This article ran in The Textbook Letter
for January-February 1993. It accompanied a review of Heat Energy, one of the books in the
Prentice Hall Science series. Prentice Hall promotes the series
for use in middle schools.
Read Any Good Books Lately?
Lawrence S. Lerner
On page 11 of Heat Energy, the writers contrive an excuse to mention
Jack London's famous story To Build a Fire. They evidently have not
read it, for they call it an "exciting adventure story" and a
"thrilling tale." In fact, however, it is a sober little tragedy
about a man who dies in a grim but utterly mundane way: He freezes to
death because of his own persistent incompetence, while his dog
survives.
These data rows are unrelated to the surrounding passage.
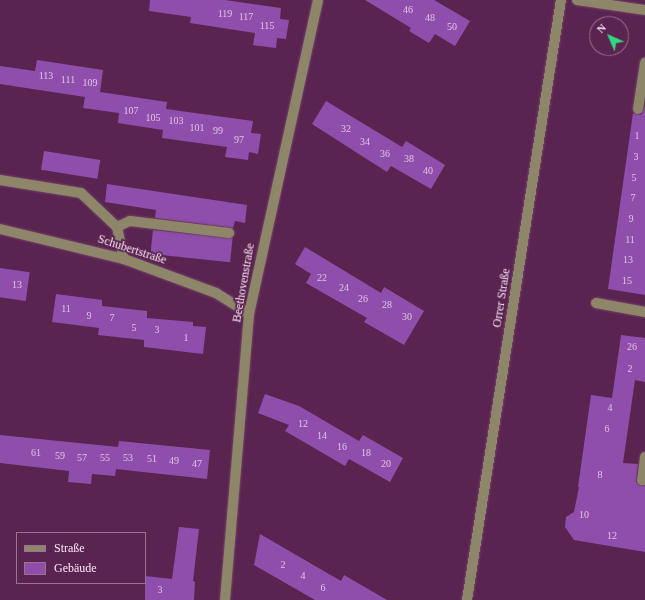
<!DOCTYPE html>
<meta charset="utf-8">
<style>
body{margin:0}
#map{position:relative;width:645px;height:600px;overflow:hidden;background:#5a2450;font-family:"Times New Roman",serif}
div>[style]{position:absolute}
.building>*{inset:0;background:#8f4eab;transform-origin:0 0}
.roads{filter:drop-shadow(0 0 1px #74436b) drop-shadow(0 0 1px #74436b)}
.minor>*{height:10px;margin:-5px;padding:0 5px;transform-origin:5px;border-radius:5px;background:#8e8668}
span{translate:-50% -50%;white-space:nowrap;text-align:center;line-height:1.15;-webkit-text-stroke:3.5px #5a2450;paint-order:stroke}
.number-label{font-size:10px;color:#e0c1e3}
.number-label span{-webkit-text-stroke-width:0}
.street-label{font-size:12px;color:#fbe7f6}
.legend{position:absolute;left:16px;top:532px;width:130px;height:52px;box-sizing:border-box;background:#5a2450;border:1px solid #9a7292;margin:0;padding:5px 7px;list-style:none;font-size:12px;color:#fbe7f6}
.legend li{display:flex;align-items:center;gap:8px;height:20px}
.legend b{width:20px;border:1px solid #9a7292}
.north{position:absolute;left:589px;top:16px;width:40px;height:40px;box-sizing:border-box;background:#5a2450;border:1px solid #9a7292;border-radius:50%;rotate:315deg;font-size:11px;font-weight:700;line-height:16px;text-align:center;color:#fbe7f6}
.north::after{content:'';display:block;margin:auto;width:14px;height:18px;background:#30d883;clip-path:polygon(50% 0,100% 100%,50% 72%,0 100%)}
</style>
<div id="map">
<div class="building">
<div style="clip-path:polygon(150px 0,225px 0,281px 8px,280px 19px,289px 20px,286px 39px,277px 38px,276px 48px,253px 45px,255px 33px,190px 23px,191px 17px,149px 11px)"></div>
<div style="clip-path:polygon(365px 0,434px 0,470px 21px,455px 46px,435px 34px,429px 43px,409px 31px,411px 28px)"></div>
<div style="clip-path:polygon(37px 60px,103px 70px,100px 92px,167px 102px,166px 109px,253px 121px,251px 133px,261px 134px,258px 154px,249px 152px,248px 160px,225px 157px,227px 147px,162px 138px,163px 130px,118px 123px,119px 113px,83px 108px,85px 97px,0 84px,0 66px,35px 71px)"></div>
<div style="clip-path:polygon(326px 101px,402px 147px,406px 141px,445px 165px,431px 189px,391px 166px,387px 172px,312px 124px)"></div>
<div style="clip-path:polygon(645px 106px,645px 295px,608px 289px,633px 113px,641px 115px)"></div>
<div style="left:44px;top:151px;width:57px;height:19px;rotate:9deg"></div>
<div style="clip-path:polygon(107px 184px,247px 205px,245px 223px,235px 221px,233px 228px,155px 218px,156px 210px,105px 202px)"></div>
<div style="left:153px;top:230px;width:80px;height:24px;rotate:6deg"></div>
<div style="clip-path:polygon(305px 247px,381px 293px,384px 287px,424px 311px,404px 345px,364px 322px,367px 318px,306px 283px,311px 274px,295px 264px)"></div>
<div style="left:0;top:268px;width:30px;height:29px;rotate:8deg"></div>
<div style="clip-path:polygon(56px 294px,102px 300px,102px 306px,147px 311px,147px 318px,193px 322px,193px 326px,206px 327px,203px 354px,144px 347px,144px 340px,98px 335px,99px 328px,52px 322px)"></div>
<div style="clip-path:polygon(621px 335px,645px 338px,645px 382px,635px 380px,623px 463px,638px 464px,636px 482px,645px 486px,645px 552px,574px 540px,565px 527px,566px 517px,574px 512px,579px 487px,578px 487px,591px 395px,612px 398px)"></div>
<div style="clip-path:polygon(265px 394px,299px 406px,359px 441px,363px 435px,403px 458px,390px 482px,349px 459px,345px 466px,285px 431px,289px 425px,258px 413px)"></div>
<div style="clip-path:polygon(0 435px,118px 447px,119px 441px,210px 450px,207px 479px,116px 469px,115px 476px,92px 474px,91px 484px,68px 482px,69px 471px,0 463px)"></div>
<div style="clip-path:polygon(179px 527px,199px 529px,193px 581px,195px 582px,194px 600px,145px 600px,145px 576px,172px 579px)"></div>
<div style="clip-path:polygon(260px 534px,341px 581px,344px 575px,387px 600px,315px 600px,254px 565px)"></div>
</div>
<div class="roads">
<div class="minor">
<div style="left:577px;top:0;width:69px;rotate:8.4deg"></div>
<div style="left:638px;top:109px;width:47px;rotate:-81.3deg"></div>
<div style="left:0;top:180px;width:82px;rotate:9.1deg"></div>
<div style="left:81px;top:193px;width:50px;rotate:43.4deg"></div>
<div style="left:117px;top:227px;width:33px;rotate:78deg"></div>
<div style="left:117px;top:227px;width:14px;rotate:-25deg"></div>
<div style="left:130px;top:221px;width:100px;rotate:6.9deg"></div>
<div style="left:0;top:229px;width:128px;rotate:13.6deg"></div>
<div style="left:124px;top:259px;width:98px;rotate:20.3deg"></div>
<div style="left:216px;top:293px;width:39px;rotate:32deg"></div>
<div style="left:596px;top:303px;width:50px;rotate:10.4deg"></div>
<div style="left:645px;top:457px;width:23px;rotate:97deg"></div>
<div style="left:642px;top:480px;width:3px"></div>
<div style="left:225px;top:600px;width:287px;rotate:-85.2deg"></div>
<div style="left:249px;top:314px;width:321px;rotate:-77.6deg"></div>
<div style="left:467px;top:600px;width:607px;rotate:-81.1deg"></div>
</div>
</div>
<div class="number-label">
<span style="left:408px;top:10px">46</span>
<span style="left:225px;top:14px">119</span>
<span style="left:246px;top:17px">117</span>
<span style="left:430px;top:18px">48</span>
<span style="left:267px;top:26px">115</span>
<span style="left:452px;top:27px">50</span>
<span style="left:46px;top:76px">113</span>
<span style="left:68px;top:80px">111</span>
<span style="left:90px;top:83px">109</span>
<span style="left:131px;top:111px">107</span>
<span style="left:153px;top:118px">105</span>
<span style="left:176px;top:121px">103</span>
<span style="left:197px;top:128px">101</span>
<span style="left:346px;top:129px">32</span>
<span style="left:218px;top:131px">99</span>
<span style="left:637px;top:136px">1</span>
<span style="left:239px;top:140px">97</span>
<span style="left:365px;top:142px">34</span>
<span style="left:385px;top:154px">36</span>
<span style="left:636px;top:157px">3</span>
<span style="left:409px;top:159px">38</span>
<span style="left:428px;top:171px">40</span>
<span style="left:634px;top:178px">5</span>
<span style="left:633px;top:198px">7</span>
<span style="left:631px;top:219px">9</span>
<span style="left:630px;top:240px">11</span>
<span style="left:628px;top:260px">13</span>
<span style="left:322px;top:278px">22</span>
<span style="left:627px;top:281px">15</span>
<span style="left:17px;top:285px">13</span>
<span style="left:344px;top:288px">24</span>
<span style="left:363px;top:299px">26</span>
<span style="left:387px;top:305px">28</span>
<span style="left:66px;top:309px">11</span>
<span style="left:89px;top:316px">9</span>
<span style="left:407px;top:317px">30</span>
<span style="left:112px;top:318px">7</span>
<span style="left:134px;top:328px">5</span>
<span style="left:157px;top:330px">3</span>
<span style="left:186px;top:338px">1</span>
<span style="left:632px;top:347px">26</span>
<span style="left:630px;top:369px">2</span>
<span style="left:610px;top:408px">4</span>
<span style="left:303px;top:424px">12</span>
<span style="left:607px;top:429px">6</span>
<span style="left:322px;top:436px">14</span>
<span style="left:342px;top:447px">16</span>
<span style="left:36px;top:453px">61</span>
<span style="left:366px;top:453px">18</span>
<span style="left:60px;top:456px">59</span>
<span style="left:82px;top:458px">57</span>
<span style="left:105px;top:458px">55</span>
<span style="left:128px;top:458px">53</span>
<span style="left:152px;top:459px">51</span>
<span style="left:174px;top:461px">49</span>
<span style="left:197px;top:464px">47</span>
<span style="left:386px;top:464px">20</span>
<span style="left:600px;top:475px">8</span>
<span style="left:584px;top:515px">10</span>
<span style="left:612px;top:536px">12</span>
<span style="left:283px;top:565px">2</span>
<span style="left:303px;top:576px">4</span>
<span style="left:323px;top:588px">6</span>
<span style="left:160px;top:590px">3</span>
</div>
<div class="street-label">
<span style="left:132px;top:250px;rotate:18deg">Schubertstraße</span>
<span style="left:244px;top:283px;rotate:-80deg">Beethovenstraße</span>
<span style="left:502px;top:298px;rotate:-81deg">Orrer Straße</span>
</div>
<ul class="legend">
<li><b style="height:5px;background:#8e8668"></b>Straße</li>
<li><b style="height:11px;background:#8f4eab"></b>Gebäude</li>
</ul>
<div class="north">N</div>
</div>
The story reflects Jack London's wrong-headed tendency to
view human affairs in terms of Herbert Spencer's quasi-Darwinian
slogan "the survival of the fittest."
The Prentice Hall writers' bogus description of To Build a Fire
reminds me of similar stuff in Prentice Hall's book Motion, Forces,
and Energy, which I reviewed in an earlier issue of The Textbook
Letter. On page 20 of Motion, Forces, and Energy the student reads:
"Sometimes you may wish that a . . . swoosh of water could carry you
off on a wonderful adventure. Tom Sawyer got just such an adventure
courtesy of the Mississippi River." On the same page, a note to the
teacher says: "You may want to have students read the novel The
Adventures of Tom Sawyer and relate Tom's ratting experience to the
concepts they have learned . . . ." But the writers' guess is
wrong. Mark Twain's renowned novel about a journey by raft is
Adventures of Huckleberry Finn.
Lawrence S. Lerner is a professor in the Department of Physics and
Astronomy at California State University, Long Beach. His
specialties are condensed-matter physics, the history of science, and
science education. He is a director of The Textbook League.